President Emmanuel Macron may not have to wait long to learn how poorly his re-election has been received in some parts of France.

In Sunday’s presidential election, the French rallied behind the 44-year-old centrist to give him a second five-year term. However, many of them had to swallow their displeasure with his pro-business stance and perceived arrogance in order to prevent far-right leader Marine Le Pen from gaining power.

During Macron’s first year in office, he has faced violent protests against his plans to reform the pension system, as well as economic inequality and police brutality, all of which have thrown his economic overhaul off track. According to Philippe Martinez, the leader of the CGT, a driving force behind those protests, unions are targeting the traditional May 1 workers’ day demonstrations as a rallying point for those who want to show Macron that his victory does not give him a blank check.

“The streets are still vital,” he said. While the CFDT is holding an event in Paris, several other unions, including the Force Ouvriere, Unsa, and Solidaires, have said they will join in.

The economy performed well under Macron’s leadership, unemployment fell, and the country became more appealing to foreign investors. Many people, however, continue to feel abandoned, and Le Pen has stoked the perception that the former investment banker is so removed from their daily struggles that he will never understand them.

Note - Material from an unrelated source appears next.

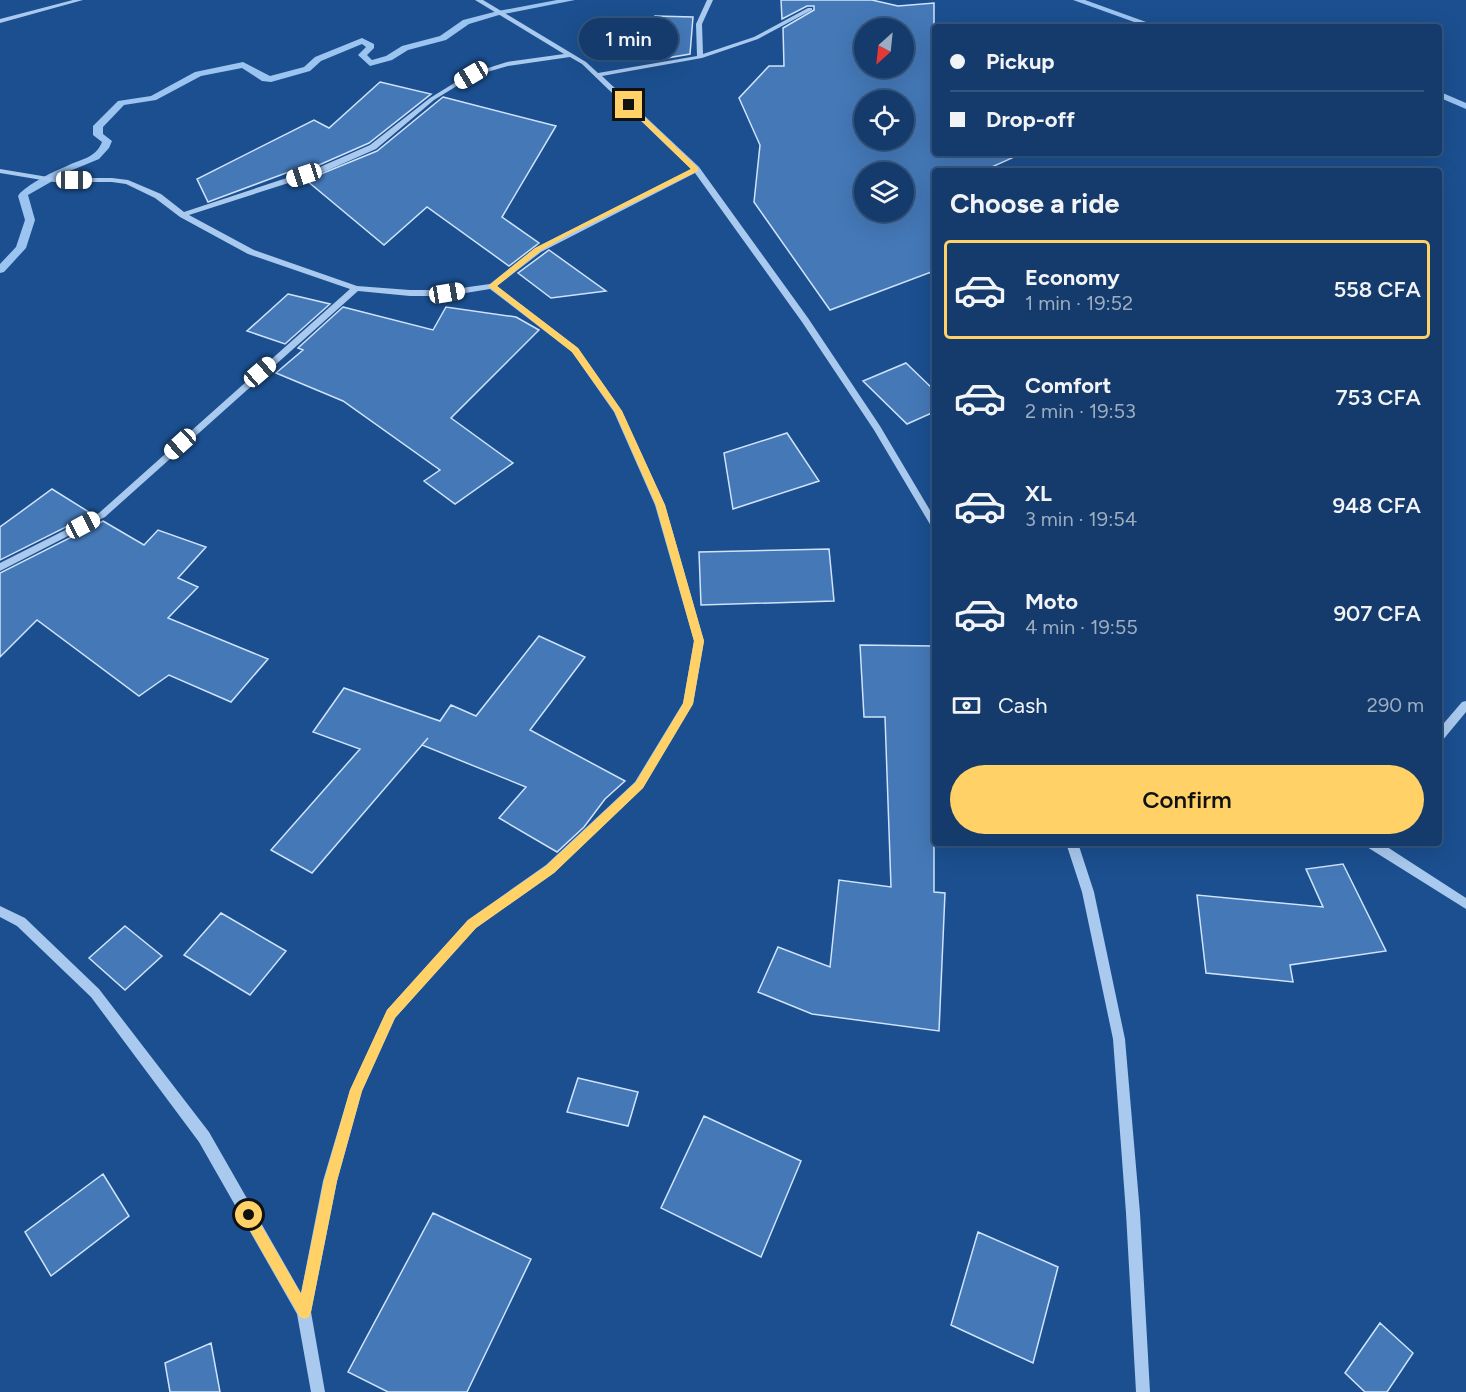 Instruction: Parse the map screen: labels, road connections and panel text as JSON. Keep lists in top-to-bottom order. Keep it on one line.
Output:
{"north":"bottom left","page":{"bubble":"1 min","banner":["Pickup","Drop-off"],"heading":"Choose a ride","list":[{"name":"Economy","note":"1 min · 19:52","value":"558 CFA"},{"name":"Comfort","note":"2 min · 19:53","value":"753 CFA"},{"name":"XL","note":"3 min · 19:54","value":"948 CFA"},{"name":"Moto","note":"4 min · 19:55","value":"907 CFA"}],"pay":["Cash","290 m"],"buttons":"Confirm"}}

Many working-class voters believe this, from southern areas near Marseille to urban centers around Paris and the former steel and textile regions of the north, where support for Le Pen is particularly strong. Protests began on Sunday night in Paris, Lyon, Montpellier, and Toulouse.

The team of the French president has promised to work to heal the country’s divisions. They promised to work more closely with civil society organizations as they work to make France more competitive by overhauling social policies such as pensions and improving the country’s economic fundamentals.

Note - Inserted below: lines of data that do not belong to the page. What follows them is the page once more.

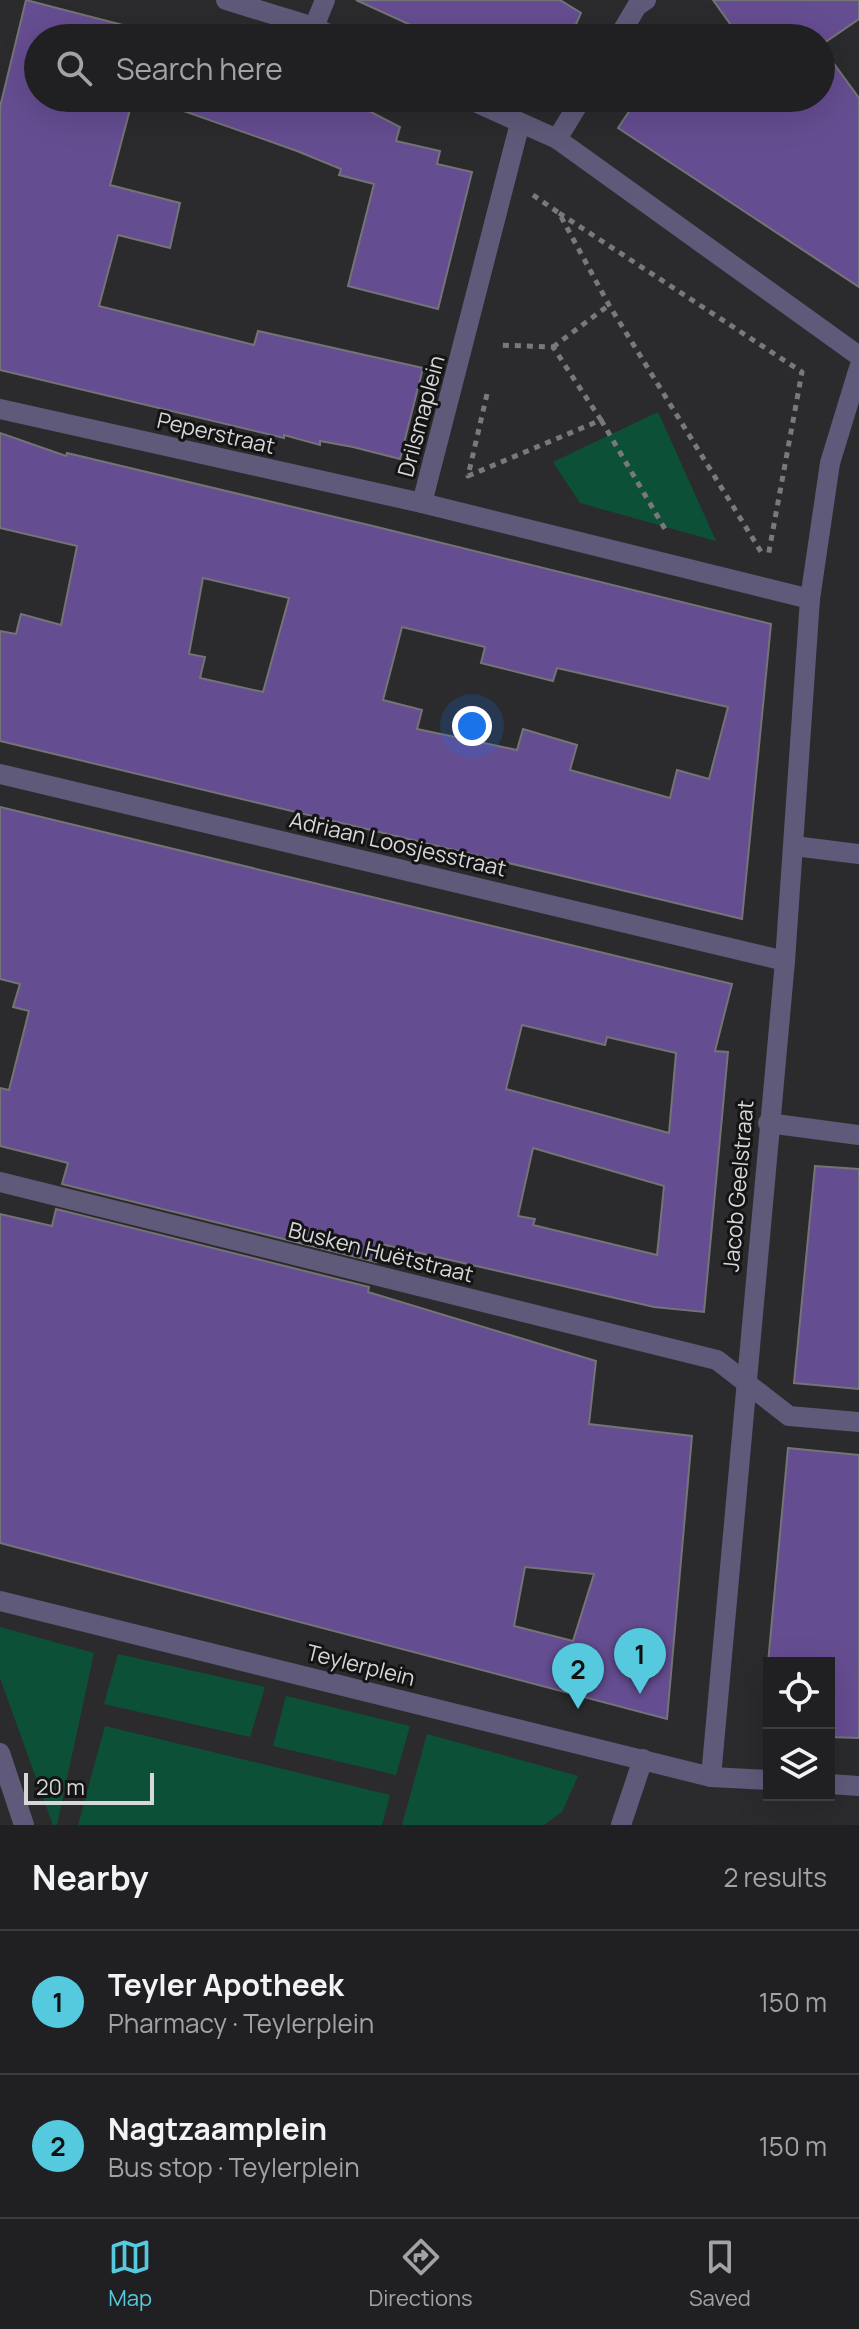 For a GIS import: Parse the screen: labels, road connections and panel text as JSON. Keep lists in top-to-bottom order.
{
  "streets": {
    "street": [
      "Drilsmaplein",
      "Peperstraat",
      "Adriaan Loosjesstraat",
      "Jacob Geelstraat",
      "Busken Huëtstraat",
      "Teylerplein"
    ]
  },
  "crossings": [
    ["Drilsmaplein", "Peperstraat"],
    ["Drilsmaplein", "Jacob Geelstraat"],
    ["Adriaan Loosjesstraat", "Jacob Geelstraat"],
    ["Jacob Geelstraat", "Busken Huëtstraat"],
    ["Jacob Geelstraat", "Teylerplein"]
  ],
  "scale_bar": "20 m",
  "page": {
    "search": "Search here",
    "pins": ["1", "2"],
    "scale": "20 m",
    "heading": ["Nearby", "2 results"],
    "list": [
      {
        "mark": "1",
        "name": "Teyler Apotheek",
        "note": "Pharmacy · Teylerplein",
        "value": "150 m"
      },
      {
        "mark": "2",
        "name": "Nagtzaamplein",
        "note": "Bus stop · Teylerplein",
        "value": "150 m"
      }
    ],
    "nav": ["Map", "Directions", "Saved"]
  }
}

During his speech on Sunday night, Macron struck a solemn and humble tone, saying that the next five years will be different and that he will be “the president of all the French.”

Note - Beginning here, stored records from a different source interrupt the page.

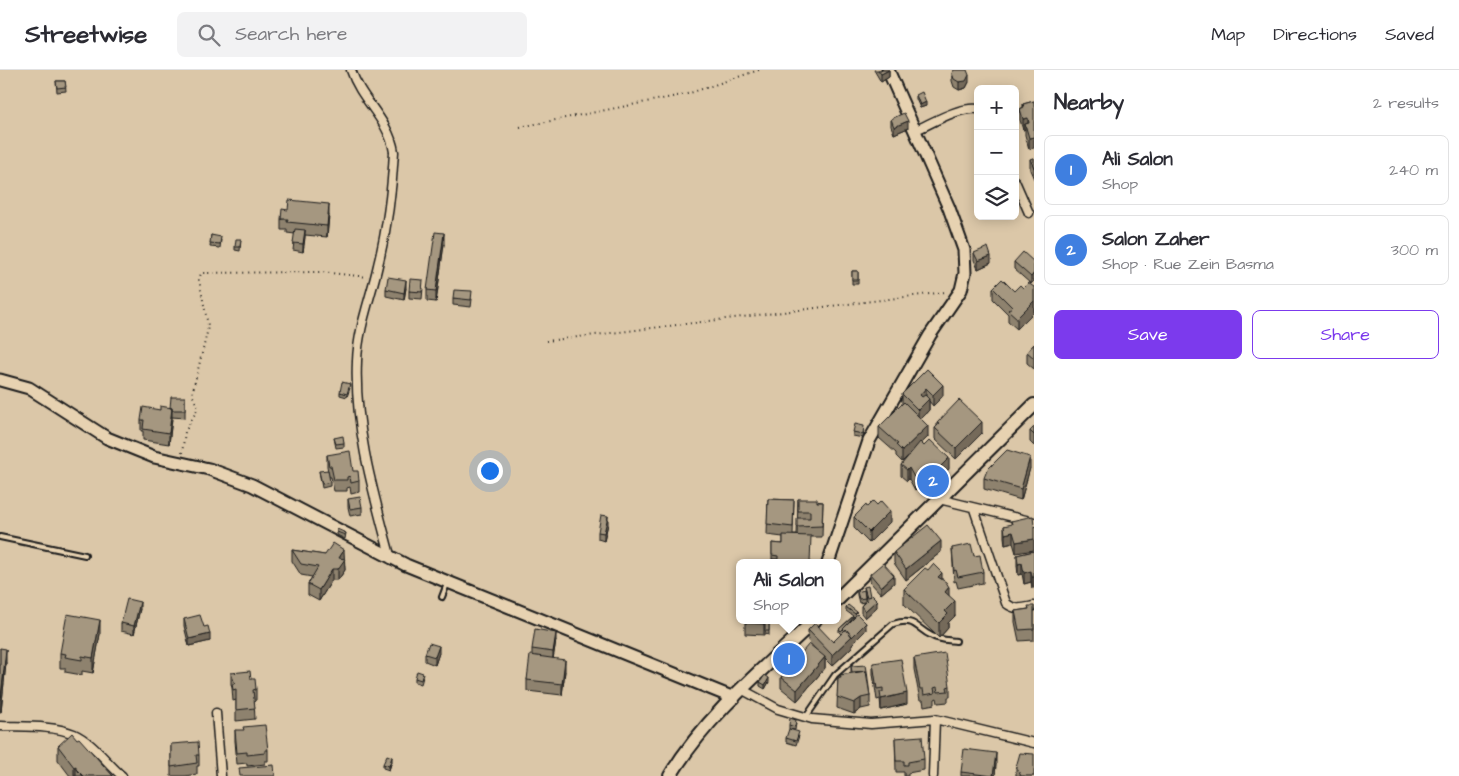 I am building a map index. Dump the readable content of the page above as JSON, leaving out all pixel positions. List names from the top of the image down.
{
  "page": {
    "header": "Streetwise",
    "search": "Search here",
    "nav": ["Map", "Directions", "Saved"],
    "heading": ["Nearby", "2 results"],
    "map_buttons": ["+", "−"],
    "list": [
      {
        "mark": "1",
        "name": "Ali Salon",
        "note": "Shop",
        "value": "240 m"
      },
      {
        "mark": "2",
        "name": "Salon Zaher",
        "note": "Shop · Rue Zein Basma",
        "value": "300 m"
      }
    ],
    "buttons": ["Save", "Share"],
    "pins": ["2", "1"],
    "popup": ["Ali Salon", "Shop"]
  }
}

In French politics, the feeling of working-class alienation that has fueled support for the far-right is nothing new.

In 1995, Jacques Chirac made “social fractures” a central theme of his presidential campaign. Long strikes, however, thwarted his plans to overhaul policies to help make that a reality. Macron is still attempting to address the same issues of low social mobility and a lack of good jobs for young people a generation later.

On election night, the president extended an olive branch to the left-wing voters who rallied around him, promising to put the environment at the center of his agenda. Macron, according to one minister, is eager to appoint a female prime minister. He also handed out 100-euro “inflation compensation” handouts to 38 million people in the run-up to the vote, and set aside around 25 billion euros ($27 billion) for measures to protect consumers from rising energy prices.

According to a recent Kanar poll, the French are among the most critical of the EU, have lower trust in institutions than the rest of Europe, and are less than half satisfied with the government’s handling of the Coronavirus pandemic.

Voters who support Le Pen are more pessimistic about the future, concerned about law and order, and skeptical of democracy than voters who support any other party. She took advantage of rising living costs to persuade many people that Macron has done nothing for them, even in areas where unemployment has decreased.

Jerome Batret, a farmer near Lyon, said he voted for the nationalist because she recognizes that rising energy prices make life impossible for people like him. He foresees student and far-left blockades, and claims that many of his peers have never truly given up on the Yellow Vest protest movement that halted Macron’s agenda during his first term.